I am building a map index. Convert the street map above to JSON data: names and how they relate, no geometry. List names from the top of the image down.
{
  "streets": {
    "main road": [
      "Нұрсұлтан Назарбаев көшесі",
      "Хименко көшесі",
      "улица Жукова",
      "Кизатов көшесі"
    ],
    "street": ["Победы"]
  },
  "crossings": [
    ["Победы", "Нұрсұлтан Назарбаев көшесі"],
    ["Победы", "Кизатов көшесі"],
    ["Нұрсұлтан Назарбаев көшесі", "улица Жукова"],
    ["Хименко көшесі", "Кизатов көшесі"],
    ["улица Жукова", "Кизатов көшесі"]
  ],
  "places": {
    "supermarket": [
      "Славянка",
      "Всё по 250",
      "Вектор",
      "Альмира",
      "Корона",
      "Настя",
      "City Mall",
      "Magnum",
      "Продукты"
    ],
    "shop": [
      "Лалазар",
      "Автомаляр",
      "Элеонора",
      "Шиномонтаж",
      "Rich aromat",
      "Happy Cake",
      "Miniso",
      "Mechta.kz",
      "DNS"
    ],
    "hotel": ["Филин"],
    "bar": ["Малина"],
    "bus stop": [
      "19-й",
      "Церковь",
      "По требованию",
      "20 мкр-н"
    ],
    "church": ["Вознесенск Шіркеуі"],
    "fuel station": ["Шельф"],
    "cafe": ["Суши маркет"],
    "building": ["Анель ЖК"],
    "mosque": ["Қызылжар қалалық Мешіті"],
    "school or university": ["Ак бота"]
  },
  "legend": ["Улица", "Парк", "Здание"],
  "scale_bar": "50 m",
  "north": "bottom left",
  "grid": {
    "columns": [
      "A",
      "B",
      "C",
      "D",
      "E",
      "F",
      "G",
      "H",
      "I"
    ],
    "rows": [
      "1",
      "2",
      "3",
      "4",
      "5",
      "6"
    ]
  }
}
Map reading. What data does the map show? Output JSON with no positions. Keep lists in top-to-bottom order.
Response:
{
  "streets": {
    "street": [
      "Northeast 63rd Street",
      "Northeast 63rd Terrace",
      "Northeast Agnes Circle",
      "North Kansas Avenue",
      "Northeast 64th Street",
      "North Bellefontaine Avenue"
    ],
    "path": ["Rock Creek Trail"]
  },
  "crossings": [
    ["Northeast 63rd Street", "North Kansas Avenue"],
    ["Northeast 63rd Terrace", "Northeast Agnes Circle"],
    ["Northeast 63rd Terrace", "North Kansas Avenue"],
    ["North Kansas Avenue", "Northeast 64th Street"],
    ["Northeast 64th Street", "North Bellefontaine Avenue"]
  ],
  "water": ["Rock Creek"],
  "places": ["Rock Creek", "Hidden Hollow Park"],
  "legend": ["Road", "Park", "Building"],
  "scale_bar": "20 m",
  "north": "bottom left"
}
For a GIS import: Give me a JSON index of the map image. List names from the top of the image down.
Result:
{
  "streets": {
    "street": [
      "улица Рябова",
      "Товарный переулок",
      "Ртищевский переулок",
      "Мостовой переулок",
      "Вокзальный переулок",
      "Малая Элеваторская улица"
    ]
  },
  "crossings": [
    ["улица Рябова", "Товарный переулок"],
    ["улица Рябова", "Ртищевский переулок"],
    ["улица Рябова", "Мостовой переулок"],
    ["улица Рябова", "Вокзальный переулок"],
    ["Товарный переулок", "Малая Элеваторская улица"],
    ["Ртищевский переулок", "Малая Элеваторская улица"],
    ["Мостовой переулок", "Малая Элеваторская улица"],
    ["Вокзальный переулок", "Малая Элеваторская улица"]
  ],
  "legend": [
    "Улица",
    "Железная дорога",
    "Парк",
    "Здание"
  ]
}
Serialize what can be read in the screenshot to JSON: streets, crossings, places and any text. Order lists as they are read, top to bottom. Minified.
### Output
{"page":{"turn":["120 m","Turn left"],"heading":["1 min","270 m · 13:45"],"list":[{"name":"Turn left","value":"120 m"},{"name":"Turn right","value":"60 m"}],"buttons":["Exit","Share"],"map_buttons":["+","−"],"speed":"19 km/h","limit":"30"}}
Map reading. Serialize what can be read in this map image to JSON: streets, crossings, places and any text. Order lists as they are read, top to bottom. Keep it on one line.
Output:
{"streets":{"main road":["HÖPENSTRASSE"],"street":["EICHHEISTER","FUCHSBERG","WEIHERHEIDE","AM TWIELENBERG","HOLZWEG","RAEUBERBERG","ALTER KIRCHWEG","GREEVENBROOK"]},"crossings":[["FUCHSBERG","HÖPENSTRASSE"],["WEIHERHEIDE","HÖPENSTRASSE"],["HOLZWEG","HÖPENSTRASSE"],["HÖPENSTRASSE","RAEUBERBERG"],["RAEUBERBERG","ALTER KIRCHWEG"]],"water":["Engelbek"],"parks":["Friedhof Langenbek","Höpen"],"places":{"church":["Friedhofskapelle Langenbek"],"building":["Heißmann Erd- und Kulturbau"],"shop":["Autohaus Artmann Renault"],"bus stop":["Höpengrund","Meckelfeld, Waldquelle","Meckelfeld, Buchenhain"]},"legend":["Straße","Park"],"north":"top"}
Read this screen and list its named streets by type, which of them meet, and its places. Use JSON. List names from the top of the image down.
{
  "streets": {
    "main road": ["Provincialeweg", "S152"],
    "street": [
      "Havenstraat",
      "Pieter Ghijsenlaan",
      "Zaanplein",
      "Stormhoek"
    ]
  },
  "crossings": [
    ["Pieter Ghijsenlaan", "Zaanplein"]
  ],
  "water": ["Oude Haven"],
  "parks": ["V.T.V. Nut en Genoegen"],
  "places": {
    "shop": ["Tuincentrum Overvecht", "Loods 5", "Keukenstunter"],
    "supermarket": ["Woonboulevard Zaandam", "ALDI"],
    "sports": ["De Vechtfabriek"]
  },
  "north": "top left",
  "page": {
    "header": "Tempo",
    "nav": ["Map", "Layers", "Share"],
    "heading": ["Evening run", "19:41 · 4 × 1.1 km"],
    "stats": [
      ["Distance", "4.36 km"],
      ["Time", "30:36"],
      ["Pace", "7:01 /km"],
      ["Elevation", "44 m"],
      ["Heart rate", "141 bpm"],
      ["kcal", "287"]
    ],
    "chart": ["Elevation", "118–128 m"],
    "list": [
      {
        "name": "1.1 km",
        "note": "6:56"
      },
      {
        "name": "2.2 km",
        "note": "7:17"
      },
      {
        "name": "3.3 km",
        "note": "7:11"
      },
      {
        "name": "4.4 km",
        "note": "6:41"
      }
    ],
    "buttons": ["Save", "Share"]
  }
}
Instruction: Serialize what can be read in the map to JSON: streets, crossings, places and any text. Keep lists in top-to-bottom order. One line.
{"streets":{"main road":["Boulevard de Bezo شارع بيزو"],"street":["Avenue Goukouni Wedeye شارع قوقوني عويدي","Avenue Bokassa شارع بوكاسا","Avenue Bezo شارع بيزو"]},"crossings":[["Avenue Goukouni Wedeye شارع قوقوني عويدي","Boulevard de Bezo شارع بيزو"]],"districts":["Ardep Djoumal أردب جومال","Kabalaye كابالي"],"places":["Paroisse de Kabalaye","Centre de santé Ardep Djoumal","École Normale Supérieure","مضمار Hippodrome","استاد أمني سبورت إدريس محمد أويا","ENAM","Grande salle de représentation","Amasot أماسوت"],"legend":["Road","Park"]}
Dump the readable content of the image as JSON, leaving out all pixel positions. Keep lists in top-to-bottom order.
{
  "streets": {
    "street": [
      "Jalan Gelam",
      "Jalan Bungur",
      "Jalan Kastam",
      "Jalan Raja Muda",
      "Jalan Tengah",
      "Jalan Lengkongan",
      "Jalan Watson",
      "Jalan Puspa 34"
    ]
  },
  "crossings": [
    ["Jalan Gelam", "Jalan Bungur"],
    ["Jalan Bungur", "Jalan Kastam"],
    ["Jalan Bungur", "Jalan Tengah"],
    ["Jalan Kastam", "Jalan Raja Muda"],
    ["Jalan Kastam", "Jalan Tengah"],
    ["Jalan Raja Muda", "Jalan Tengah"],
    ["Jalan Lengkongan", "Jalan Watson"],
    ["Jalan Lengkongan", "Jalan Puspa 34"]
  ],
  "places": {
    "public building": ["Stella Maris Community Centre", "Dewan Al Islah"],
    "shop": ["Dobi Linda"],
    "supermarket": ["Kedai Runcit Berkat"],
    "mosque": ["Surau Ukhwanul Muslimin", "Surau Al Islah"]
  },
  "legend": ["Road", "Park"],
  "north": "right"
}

:::

EXERCISE DETAILS
A single number is the answer here: how many lines above carry the string "positions"?

EXERCISE ANSWER
2